Sicher gab es einen Grund für die Anschaffung des 24 V Akkus.

:m
Lösungsvorschlag: ein weiterer 12 V Akku mit geringer Ah (Kapazität, da elektr. Höhenverstellung kein Dauerbetrieb ...) und dessen Minuspol an das schwarze Kabel des Minuspols des 24V Akkus und gelbes Kabel an Pluspol des 12 V Akkus.

|wavey:


----------



## zammut (12. Mai 2018)

*AW: Minn Kota Vantage anschließen - Hilfeeeeeeee!!!*

Der Grund für die Anschaffung der 24 Volt Batterie ist mein 24 Volt Terrova vorne am Bug.
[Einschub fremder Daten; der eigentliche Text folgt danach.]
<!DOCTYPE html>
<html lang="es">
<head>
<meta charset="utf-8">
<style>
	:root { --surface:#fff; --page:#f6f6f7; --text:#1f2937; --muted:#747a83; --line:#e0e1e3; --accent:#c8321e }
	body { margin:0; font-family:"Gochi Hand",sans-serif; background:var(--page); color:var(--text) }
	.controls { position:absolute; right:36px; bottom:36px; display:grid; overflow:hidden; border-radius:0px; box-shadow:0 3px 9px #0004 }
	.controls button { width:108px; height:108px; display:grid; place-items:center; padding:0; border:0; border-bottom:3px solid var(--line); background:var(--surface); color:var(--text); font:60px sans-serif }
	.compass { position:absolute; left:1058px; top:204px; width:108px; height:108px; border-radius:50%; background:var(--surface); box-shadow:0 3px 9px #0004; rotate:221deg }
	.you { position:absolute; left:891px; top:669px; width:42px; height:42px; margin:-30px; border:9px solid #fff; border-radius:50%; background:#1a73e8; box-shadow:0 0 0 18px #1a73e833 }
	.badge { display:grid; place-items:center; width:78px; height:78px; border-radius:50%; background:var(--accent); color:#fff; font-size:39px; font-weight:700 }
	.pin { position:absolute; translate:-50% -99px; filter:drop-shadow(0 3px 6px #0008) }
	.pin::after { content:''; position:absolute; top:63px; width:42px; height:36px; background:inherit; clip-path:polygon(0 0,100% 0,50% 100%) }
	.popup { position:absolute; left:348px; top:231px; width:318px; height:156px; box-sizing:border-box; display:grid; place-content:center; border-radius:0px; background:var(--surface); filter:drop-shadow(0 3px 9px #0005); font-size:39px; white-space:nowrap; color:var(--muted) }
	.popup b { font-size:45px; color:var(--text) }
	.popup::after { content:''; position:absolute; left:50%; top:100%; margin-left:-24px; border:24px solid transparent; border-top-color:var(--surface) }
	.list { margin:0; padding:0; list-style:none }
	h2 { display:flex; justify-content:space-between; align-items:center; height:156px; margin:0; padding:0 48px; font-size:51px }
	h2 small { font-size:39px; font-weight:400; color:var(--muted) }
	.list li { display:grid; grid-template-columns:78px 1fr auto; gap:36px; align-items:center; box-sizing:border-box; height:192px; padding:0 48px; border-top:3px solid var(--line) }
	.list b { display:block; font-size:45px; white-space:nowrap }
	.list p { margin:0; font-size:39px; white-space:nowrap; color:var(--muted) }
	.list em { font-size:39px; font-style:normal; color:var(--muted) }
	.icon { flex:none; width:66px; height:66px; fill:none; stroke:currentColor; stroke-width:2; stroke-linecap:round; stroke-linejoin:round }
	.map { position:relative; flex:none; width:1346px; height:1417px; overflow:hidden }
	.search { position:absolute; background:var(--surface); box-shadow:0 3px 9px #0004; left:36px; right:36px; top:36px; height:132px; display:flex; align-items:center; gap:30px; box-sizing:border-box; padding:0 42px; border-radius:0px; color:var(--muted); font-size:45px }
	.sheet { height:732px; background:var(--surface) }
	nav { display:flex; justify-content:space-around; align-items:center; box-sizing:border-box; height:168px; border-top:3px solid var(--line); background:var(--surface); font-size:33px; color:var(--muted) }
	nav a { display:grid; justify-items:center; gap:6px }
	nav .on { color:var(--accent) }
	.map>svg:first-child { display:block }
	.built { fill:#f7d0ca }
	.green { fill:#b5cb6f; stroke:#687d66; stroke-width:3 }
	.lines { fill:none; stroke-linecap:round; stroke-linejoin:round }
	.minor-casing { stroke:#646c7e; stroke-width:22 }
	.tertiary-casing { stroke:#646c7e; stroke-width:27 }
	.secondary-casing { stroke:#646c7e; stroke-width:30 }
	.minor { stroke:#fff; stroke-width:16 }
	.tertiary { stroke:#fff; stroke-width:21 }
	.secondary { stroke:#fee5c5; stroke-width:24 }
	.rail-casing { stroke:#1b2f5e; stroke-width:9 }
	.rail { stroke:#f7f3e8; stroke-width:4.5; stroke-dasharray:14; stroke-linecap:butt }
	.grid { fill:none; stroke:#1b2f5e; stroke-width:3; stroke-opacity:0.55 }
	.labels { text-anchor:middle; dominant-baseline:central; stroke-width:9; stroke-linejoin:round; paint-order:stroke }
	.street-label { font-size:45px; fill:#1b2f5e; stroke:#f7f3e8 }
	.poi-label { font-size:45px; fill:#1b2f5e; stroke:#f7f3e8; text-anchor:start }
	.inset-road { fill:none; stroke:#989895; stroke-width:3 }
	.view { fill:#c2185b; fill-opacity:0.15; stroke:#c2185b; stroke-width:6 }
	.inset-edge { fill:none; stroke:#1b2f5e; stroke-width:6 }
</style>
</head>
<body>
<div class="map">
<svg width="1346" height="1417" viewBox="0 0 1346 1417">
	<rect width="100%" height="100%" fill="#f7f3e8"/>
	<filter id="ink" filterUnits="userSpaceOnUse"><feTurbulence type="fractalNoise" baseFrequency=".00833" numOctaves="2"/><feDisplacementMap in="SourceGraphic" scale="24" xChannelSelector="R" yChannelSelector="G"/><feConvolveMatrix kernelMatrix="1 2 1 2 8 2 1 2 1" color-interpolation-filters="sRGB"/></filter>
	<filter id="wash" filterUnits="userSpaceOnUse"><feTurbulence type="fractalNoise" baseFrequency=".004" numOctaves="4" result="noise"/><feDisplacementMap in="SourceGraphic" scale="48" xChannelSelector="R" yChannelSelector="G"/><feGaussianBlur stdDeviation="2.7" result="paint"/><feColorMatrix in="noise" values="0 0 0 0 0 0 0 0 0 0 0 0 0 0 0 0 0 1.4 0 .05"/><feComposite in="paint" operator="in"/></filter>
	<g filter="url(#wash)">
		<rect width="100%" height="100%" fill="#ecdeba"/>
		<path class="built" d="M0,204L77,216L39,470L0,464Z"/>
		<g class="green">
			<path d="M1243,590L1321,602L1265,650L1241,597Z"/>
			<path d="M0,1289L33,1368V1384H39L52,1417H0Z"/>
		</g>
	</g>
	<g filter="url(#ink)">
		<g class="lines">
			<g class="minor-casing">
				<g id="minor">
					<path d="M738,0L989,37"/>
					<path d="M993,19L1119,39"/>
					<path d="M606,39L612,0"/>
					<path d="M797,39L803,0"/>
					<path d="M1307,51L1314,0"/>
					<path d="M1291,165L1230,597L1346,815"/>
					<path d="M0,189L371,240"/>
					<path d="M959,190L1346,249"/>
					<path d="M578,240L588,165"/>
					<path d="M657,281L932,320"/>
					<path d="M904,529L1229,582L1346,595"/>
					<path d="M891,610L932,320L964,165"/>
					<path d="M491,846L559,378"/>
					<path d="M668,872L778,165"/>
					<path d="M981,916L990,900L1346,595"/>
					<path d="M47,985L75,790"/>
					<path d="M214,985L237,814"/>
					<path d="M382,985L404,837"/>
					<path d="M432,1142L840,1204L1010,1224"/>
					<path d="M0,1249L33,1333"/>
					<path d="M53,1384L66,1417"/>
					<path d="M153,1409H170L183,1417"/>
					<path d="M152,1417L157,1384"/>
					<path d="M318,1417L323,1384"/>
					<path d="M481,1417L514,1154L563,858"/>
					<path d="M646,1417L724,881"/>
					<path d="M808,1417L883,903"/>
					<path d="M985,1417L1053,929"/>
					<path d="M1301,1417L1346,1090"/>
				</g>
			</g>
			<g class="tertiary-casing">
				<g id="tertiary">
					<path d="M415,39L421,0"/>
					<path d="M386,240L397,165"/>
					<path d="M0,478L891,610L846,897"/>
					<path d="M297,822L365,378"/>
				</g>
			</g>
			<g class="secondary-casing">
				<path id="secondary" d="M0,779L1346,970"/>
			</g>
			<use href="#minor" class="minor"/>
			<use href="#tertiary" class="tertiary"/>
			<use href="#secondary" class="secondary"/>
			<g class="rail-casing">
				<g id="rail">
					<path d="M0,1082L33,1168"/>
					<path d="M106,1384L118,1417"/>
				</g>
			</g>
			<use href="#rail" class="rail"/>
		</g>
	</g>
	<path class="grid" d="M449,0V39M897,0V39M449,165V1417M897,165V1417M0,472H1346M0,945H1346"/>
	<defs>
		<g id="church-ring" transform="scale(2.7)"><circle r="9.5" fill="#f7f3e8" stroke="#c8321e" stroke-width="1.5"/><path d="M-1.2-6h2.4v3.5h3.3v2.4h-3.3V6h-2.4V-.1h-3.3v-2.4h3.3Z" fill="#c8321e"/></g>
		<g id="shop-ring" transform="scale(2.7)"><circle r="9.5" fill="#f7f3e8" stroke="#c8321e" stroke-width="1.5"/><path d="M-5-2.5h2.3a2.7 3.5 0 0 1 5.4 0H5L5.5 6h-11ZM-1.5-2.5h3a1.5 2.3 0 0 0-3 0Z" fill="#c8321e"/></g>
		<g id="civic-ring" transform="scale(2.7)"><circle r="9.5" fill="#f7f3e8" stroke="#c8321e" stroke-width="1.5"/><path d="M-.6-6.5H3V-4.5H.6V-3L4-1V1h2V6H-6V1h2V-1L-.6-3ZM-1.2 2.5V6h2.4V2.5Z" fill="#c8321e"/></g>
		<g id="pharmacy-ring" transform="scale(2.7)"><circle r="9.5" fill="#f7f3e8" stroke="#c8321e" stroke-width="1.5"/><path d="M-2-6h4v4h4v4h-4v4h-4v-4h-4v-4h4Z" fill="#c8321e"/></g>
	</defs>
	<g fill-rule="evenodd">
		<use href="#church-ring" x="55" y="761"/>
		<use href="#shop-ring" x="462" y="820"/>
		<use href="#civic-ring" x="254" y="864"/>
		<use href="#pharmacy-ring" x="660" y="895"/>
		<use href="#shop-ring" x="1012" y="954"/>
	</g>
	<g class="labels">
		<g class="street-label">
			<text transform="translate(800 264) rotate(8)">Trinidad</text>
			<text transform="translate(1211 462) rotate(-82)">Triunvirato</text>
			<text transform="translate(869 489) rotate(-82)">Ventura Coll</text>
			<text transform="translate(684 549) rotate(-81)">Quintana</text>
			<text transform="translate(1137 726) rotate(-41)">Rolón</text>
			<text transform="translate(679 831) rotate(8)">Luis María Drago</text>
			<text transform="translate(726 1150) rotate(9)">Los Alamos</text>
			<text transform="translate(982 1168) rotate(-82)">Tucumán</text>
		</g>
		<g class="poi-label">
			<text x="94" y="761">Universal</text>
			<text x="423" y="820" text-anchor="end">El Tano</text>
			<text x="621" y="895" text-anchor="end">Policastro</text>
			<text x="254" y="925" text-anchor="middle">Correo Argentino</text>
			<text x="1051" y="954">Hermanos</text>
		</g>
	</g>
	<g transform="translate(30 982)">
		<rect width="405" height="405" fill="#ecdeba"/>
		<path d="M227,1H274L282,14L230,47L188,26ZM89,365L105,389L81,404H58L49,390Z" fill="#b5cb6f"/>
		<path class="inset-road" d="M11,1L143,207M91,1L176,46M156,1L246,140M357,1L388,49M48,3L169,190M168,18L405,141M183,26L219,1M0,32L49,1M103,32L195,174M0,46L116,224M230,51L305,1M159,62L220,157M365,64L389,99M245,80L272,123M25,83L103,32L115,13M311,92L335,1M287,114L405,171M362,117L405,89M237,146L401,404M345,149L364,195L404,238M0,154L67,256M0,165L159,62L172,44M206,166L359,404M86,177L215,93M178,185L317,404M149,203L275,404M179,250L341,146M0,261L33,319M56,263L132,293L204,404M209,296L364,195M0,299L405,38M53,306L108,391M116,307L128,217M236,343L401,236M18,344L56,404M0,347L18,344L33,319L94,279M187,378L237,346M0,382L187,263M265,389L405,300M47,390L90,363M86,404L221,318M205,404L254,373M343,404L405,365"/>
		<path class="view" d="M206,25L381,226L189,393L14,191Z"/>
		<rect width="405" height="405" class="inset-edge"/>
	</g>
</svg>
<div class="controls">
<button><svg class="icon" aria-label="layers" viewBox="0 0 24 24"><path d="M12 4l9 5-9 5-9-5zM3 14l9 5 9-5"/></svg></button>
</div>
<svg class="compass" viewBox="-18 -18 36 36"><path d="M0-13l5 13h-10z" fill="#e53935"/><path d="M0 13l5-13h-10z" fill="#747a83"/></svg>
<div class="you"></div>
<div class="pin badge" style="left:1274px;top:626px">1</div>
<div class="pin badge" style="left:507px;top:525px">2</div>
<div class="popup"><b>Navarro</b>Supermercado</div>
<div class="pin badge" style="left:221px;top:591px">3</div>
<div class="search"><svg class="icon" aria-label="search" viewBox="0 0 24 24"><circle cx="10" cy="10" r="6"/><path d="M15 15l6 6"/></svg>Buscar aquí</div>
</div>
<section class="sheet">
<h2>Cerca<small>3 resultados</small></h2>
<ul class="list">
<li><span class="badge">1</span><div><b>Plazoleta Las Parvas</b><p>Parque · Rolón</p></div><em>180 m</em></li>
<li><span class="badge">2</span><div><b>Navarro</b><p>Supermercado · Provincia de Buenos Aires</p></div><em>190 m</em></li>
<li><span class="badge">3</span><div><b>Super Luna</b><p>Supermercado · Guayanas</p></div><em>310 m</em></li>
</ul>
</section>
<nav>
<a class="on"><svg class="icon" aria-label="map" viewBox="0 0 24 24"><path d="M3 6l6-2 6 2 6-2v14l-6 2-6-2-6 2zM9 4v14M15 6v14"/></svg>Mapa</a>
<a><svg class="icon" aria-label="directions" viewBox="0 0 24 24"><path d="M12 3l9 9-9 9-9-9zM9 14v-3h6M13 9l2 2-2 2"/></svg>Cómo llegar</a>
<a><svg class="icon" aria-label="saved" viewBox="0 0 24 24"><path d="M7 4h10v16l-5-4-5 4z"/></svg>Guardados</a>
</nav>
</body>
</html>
Geplant war, dass ich den 24 Volt Block einfach für beide Motoren nutze.

 Also einfach eine 12 Volt Batterie mit beispielsweise 20 Ah kaufen, die beiden Motorkabel ganz normal an die 24 Volt Batterie, das gelbe Kabel an + von der 12 Volt Batterie und ein zusätzliches Kabel an - der 24 Volt Batterie und - der 12 Volt Batterie ?! |kopfkrat


----------



## DJT (17. Mai 2018)

*AW: Minn Kota Vantage anschließen - Hilfeeeeeeee!!!*

"Also einfach eine 12 Volt Batterie mit beispielsweise 20 Ah kaufen, die  beiden Motorkabel ganz normal an die 24 Volt Batterie, das gelbe Kabel  an + von der 12 Volt Batterie und ein zusätzliches Kabel an - der 24  Volt Batterie und - der 12 Volt Batterie ?! |kopfkrat"
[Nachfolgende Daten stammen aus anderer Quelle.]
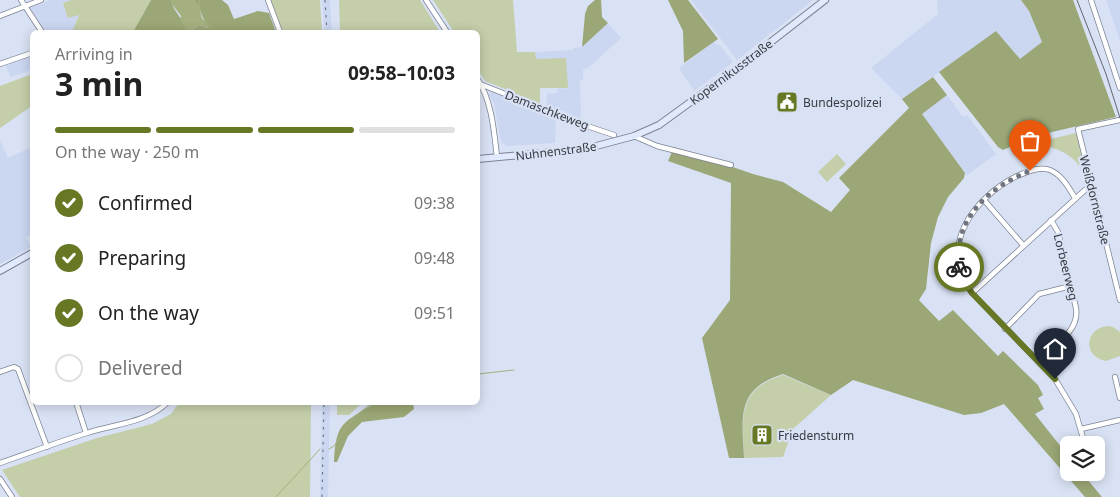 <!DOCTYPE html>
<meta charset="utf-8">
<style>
body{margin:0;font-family:"Noto Sans",sans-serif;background:#f6f6f6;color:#222;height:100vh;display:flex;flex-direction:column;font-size:19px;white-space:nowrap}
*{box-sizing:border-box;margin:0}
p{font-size:16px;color:#767676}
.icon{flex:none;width:28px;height:28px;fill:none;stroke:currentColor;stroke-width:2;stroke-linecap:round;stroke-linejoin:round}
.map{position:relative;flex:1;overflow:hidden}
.drawer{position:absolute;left:30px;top:30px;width:450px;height:375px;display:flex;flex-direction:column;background:#fff;border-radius:8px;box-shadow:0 2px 12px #0003}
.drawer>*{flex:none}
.controls{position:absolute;left:1060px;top:436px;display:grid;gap:10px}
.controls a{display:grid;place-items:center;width:45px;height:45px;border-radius:8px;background:#fff;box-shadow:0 2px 12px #0003;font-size:25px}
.pin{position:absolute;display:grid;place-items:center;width:42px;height:42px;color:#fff;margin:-51px -21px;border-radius:50% 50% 50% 0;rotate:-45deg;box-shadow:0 0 5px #0007}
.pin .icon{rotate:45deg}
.courier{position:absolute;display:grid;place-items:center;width:50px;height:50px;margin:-25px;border:4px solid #677825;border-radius:50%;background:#fff;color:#222;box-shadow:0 1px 6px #0007}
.headline em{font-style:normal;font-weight:700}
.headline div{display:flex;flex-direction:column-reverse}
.headline{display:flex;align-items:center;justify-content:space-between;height:85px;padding:0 25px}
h1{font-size:32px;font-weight:700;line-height:38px}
.bar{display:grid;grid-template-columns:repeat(4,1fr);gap:8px 5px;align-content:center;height:60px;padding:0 25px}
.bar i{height:6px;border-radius:4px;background:#e0e0e0}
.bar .active{background:#677825}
.bar p{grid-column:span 4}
ol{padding:0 25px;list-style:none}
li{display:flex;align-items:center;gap:15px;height:55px}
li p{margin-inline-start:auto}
li .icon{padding:5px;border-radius:50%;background:#677825;color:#fff;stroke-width:4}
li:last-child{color:#767676}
li i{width:28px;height:28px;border:2px solid #e0e0e0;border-radius:50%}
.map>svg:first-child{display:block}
.built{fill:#cbd6f0}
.green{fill:#c4cea9}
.forest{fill:#9ba776}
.water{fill:#a4b07f}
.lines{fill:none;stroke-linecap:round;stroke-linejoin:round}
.stream{stroke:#a4b07f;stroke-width:1}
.minor-casing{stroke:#7c8394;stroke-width:6}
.secondary-casing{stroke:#7c8394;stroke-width:8}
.minor{stroke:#fff;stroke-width:4.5}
.secondary{stroke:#e0e9fe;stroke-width:6}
.tram{stroke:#616570;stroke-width:1}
.rail{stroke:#616570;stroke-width:1;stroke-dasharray:2.5 5;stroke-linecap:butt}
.done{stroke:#707580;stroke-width:5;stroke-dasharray:0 9}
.route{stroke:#677825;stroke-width:6}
.labels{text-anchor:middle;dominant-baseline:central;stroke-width:4.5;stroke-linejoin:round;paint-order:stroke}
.street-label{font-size:12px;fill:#373a42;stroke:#d9e2f4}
.poi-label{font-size:12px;fill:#373a42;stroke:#d9e2f4;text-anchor:start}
</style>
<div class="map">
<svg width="1120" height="497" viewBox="0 0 1120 497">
<rect width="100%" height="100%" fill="#d9e2f4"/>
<!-- built -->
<g class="built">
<polygon points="51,0 71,0 63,3 68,18 79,14 72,32 46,32 30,8"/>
<polygon points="322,0 330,0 332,32 325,32"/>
<polygon points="691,0 813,0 737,60"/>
<polygon points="937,0 1021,0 1029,11 1042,42 1020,60 996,31 902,99 871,68 938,14"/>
<polygon points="1106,0 1120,0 1120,41"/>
<polygon points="608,23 621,38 589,67 583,70 583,80 580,80 581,119 546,104 547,94 557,93 557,89 568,88 536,59 535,52 573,50 573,48 582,47"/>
<polygon points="714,42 717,45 720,45 733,62 694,91 679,68"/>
<polygon points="32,56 32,70 10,77 6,65"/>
<polygon points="492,92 556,118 555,143 507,146 501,142 494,103 489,96 489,93"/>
<polygon points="947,95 963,117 967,115 996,154 967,175 922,114"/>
<polygon points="0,140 8,158 32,147 32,234 26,237 31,247 0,264"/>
<polygon points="322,403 330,403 328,497 320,497"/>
</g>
<!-- green -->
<g class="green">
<polygon points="71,0 151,0 133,32 72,32 79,15 68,18 63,3"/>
<polygon points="271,0 320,0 322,32 283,32"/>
<polygon points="339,0 420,0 440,32 340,32"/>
<polygon points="433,0 513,0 517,52 535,52 536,59 566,58 568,88 540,88 540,105 514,95 515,93 485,81 478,70 478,32 454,32"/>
<polygon points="32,74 32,106 0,128 0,86"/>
<path d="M1076 133 1086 171H1084C1072 156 1066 152 1047 146V143L1019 150 1038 142Z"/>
<polygon points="837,154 846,164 827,182 818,172"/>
<path d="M1107 326 1113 327 1120 332V356L1106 361C1083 357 1084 329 1107 326Z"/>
<path d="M783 375 831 395 793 429 783 457 744 458C743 417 736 390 783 375Z"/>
<polygon points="179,403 311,403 310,497 20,497 2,470 97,438 152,424 171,414"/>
<polygon points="337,403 337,402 362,403 349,415 337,415"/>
</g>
<!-- forest -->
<g class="forest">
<path d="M151 0H171C172 10 185 22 191 31L199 25 208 28C203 20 200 5 193 0H222L228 5 234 19 258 11 269 13 276 32H133Z"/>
<polygon points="595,0 601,0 602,17 608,23 582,47 585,14 588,6"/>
<polygon points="668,0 688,0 718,39 684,63 683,31"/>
<polygon points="1021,0 1073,0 1116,117 1035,136 1003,150 998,147 939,72 996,31 1020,59 1042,42 1029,11"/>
<path d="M933 77 947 95 922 114 965 173 964 178 948 197 938 217 931 243 926 289 919 300 939 321 953 310 998 356 1003 351 1038 385 1043 395 1038 398 1044 409 1035 414 1069 457V472L1082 473 1102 497H1085L1004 404 981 413 964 415 853 380 831 395 783 374C736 389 742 416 744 458H729L702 338 730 300 731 183 668 161 674 147 753 174 783 182 831 212 850 190 839 178 909 108 902 99Z"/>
<path d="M374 403H413L414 409 404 417 362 422 348 436 337 462H334C336 421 343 424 374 403Z"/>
</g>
<!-- water -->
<polygon class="water" points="171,0 193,0 198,4 202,18 209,26 208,28 199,25 191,31 187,31 181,22 181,16 171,3"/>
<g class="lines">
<!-- stream -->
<g class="stream">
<path d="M200 0C197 13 207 22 214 32"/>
<polyline points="478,374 514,370"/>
<polyline points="329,449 334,446 353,418 373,402"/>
<polyline points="276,497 320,449"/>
</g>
<!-- minor casing -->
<g class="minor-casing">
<g id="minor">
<polyline points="21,0 42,32"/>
<polyline points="268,0 280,32"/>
<polyline points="426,0 447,32"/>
<polyline points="1091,0 1120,88"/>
<polyline points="0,16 41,0"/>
<polyline points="0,64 32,53"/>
<path d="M478 80C492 102 494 131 497 157"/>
<polyline points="480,84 581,124 614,135"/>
<polyline points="1120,120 1078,129 1120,300"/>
<polyline points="634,136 657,146 731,165"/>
<path d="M1075 198C1069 188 1062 175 1050 170 1039 166 1027 172 1017 176 973 198 937 247 972 293L1055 379 1076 414 1085 445"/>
<polyline points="984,200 1023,245"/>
<polyline points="972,293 1085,190 1092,186"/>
<polyline points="1005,329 1039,294 1071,286"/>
<path d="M1037 359C1053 346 1080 332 1076 308L1058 232 1051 220"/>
<polyline points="0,372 14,367 18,369 47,447"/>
<polyline points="1115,377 1120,398"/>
<polyline points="76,402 86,433"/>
<polyline points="1081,429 1120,420"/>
<path d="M0 463C29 453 58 442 87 433 114 424 147 423 168 402"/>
<polyline points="0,479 12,497"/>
</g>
</g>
<!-- secondary casing -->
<g class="secondary-casing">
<g id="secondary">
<polyline points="478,159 585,149 634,136 659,125 740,66 825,0"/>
<polyline points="0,271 32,253"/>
</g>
</g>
<!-- minor -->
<use href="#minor" class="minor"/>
<!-- secondary -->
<use href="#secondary" class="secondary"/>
<!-- tram -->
<polyline class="tram" points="1077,0 1106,74 1120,118"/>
<!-- rail -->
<g class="rail">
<polyline points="325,0 327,32"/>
<polyline points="322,497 324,402"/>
</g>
</g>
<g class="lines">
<!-- done -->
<path class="done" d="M959 267C952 220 990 186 1030 171"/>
<!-- route -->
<polyline class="route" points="959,267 964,282 972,293 1055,379"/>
</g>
<!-- icons -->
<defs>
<g id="civic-square" transform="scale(1.125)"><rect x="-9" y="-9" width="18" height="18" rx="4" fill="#677825" stroke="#d9e2f4"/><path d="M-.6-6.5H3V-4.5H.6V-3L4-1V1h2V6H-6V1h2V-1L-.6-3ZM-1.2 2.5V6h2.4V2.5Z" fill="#fff"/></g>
<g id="building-square" transform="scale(1.125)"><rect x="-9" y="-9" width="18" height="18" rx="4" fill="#677825" stroke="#d9e2f4"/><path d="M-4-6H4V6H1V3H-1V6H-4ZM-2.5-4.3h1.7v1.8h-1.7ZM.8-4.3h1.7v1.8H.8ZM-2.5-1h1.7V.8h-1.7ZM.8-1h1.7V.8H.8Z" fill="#fff"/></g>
</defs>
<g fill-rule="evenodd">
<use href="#civic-square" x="787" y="102"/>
<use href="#building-square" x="762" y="435"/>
</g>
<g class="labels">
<!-- street labels -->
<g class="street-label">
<text transform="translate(731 72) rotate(-37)">Kopernikusstraße</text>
<text transform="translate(547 110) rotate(21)">Damaschkeweg</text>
<text transform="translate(556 151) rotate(-7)">Nuhnenstraße</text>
<text transform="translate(1095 200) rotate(76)">Weißdornstraße</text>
<text transform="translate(1066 267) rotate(76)">Lorbeerweg</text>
</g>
<!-- poi labels -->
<g class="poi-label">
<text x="803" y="102">Bundespolizei</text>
<text x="778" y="435">Friedensturm</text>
</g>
</g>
</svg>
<div class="controls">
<a><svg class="icon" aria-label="layers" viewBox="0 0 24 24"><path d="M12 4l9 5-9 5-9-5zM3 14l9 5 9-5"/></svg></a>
</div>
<div class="pin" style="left:1030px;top:171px;background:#ea580c"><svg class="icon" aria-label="bag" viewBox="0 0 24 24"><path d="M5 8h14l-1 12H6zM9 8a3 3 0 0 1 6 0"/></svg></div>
<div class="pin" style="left:1055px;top:379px;background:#1f2937"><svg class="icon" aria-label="home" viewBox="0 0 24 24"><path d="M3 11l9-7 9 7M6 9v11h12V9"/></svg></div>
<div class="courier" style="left:959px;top:267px"><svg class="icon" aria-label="bike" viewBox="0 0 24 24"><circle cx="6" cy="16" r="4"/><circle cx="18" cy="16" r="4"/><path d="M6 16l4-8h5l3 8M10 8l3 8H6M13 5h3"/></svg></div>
<section class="drawer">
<div class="headline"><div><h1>3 min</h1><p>Arriving in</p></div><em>09:58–10:03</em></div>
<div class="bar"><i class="active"></i><i class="active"></i><i class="active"></i><i></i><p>On the way · 250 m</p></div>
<ol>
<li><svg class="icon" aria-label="check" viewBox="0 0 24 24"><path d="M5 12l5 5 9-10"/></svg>Confirmed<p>09:38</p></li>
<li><svg class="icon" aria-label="check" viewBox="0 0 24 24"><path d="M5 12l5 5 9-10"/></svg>Preparing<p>09:48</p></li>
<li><svg class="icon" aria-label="check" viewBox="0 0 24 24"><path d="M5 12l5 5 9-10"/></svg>On the way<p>09:51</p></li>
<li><i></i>Delivered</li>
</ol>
</section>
</div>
Ja genauso würde ich es machen.


----------



## mlkzander (19. Mai 2018)

*AW: Minn Kota Vantage anschließen - Hilfeeeeeeee!!!*

ich würde mir einen DC 24 auf DC 12 wandler holen.........


----------



## Speedy585 (24. August 2018)

*AW: Minn Kota Vantage anschließen - Hilfeeeeeeee!!!*

Hallo Zammut,
habe dir eine PN geschickt.
Wollte gerne wissen wo du den Motor bekommen hast.


----------



## mathias160888 (27. August 2018)

*AW: Minn Kota Vantage anschließen - Hilfeeeeeeee!!!*



Speedy585 schrieb:


> Hallo Zammut,
> habe dir eine PN geschickt.
> Wollte gerne wissen wo du den Motor bekommen hast.



Hallo Speedy,

gibt in DE noch einen Laden der drankommt und in Holland gibt es einen, da liegen die Quasi aufen haufen.

Kannst mich gerne anschreiben.

Grüße
Mathias


----------



## Speedy585 (11. September 2018)

*AW: Minn Kota Vantage anschließen - Hilfeeeeeeee!!!*

Hallo Matthias,
habe dir vor geraumer Zeit eine PN geschrieben. Kannst die ja mal anschauen


----------